A recommender system is made up of five core components (Figure 1). This post is intended to give the big picture. In future posts we’ll jump into details.
Arguably, the core component is the one that generates recommendations for users; the recommender model (2). It is responsible for taking data, such as user preferences and descriptions of the items that can be recommended, and predicting which items will be of interest to a given set of users. By far, the vast amount of work reported in the field of RecSys concentrates on the recommender model. It can be easy to forget that an end-to-end system also has other important components.
Recommenders are very much garbage-in-garbage-out systems so it’s worth investing time in developing a suitable data collection and processing component (1). The inner workings of this component are very much use case specific but it’s common to have some data cleansing and normalisation steps plus some feature generation and selection capabilities. As the recommender model has an upstream dependency on this data, the quality of recommendations generated is constrained by the quality of the input data.
The recommendations generated by the recommender model often need some post-processing (3) before being shown to users.

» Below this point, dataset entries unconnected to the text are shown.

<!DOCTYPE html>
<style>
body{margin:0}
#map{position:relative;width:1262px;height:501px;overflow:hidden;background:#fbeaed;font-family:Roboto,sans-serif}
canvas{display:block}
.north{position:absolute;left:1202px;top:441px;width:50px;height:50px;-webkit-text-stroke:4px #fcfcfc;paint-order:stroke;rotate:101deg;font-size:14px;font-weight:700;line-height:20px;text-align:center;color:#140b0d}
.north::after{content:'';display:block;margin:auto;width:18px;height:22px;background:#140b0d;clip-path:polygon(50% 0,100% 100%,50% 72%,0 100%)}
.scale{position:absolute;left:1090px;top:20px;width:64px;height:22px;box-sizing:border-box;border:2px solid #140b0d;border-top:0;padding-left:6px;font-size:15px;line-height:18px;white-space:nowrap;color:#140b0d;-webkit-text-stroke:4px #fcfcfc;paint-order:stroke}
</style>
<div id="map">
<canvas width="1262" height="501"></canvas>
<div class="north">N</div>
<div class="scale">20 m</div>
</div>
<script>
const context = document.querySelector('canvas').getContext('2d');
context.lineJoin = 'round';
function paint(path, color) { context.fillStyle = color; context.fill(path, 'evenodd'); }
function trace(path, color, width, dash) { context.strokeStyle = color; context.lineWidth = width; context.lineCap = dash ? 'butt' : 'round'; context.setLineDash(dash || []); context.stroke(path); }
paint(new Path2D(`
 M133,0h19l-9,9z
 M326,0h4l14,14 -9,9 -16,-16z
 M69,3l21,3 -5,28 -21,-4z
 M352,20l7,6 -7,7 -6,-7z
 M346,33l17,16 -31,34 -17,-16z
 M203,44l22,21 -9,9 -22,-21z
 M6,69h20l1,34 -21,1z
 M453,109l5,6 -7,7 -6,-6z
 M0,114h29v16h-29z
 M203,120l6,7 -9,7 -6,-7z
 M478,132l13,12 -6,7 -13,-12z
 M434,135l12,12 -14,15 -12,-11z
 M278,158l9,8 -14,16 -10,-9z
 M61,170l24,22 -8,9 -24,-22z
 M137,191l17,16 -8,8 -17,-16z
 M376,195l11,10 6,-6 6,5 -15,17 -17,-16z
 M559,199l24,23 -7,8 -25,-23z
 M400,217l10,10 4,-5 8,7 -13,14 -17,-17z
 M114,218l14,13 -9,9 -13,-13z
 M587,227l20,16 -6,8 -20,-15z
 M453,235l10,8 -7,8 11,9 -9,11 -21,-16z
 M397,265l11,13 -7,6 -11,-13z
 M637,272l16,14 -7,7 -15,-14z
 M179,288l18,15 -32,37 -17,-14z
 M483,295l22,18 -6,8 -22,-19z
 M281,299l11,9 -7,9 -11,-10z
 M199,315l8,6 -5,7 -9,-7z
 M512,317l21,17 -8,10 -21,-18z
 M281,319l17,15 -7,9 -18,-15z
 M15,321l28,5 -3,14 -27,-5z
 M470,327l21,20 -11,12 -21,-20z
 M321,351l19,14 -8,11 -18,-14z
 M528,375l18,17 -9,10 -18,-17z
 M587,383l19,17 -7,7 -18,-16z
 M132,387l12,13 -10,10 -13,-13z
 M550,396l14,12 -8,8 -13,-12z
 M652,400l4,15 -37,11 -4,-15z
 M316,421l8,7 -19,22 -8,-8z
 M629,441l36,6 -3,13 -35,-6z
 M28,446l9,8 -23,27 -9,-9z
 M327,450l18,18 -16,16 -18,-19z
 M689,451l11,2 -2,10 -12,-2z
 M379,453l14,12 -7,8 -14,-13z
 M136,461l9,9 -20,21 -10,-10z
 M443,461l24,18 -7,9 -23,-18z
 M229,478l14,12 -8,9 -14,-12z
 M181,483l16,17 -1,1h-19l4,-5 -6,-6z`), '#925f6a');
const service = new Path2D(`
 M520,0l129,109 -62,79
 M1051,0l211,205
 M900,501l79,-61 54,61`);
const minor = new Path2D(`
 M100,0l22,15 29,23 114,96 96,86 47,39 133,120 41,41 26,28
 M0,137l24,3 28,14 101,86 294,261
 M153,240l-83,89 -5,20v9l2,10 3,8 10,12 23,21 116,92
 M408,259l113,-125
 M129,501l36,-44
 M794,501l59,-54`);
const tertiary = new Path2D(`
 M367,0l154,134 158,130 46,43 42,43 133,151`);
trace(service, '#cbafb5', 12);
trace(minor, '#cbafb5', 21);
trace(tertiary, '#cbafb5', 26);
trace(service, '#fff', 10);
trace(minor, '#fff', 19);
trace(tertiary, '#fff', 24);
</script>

At this point, it’s common for some recommendations to be filtered out and some reranking to be applied. This component is typically responsible for making sure that the recommender doesn’t look stupid. It may implement some business logic such as not recommending certain types of items to particular users or trying to increase the diversity of the recommendations to give users a more varied selection of items to choose from. It’s worth noting that post-processing can be done in batch mode (i.e. offline), real-time mode (i.e. online) or as a combination of the two modes, depending upon the system’s requirements.
After post-processing the recommendations, there’s then a set of online modules (4) that are responsible for serving them and tracking their use. It’s here where you’ll define what needs to be stored in your logs in order to both report how your system is performing and perhaps to also learn from the usage and interactions. If you want to perform any online testing (e.g. A/B testing) of different methods for generating recommendations then this capability tends to also live here.
Once you have generated recommendations, you then need a way to show them to users. The user interface component (5) defines what users see and how they can interact with the recommender. It’s probably not a surprise to find out that the interface also has a big impact on the usefulness of a recommender system. In the future we’ll write about some good practices to follow here and some pitfalls to watch out for. For example, it’s good practice to explain to users why they are being recommended an item (e.g. “You may like watching this movie because you liked movies X and Y”), as this makes the recommender’s decisions more transparent.
These five components can be developed in parallel or sequentially so you can structure their development however it suits you – depending on your team and your goals. In practice, you’ll often find that you want to develop some of the components more fully than others. For example, once you have the basic components in place, you may want to spend more time at the outset on making sure that the data collection and processing is done well and just have a shallow implementation of the recommender post-processing component. We’ll discuss the pros and cons of these approaches in future blog posts along with many practical examples of how to build these components up.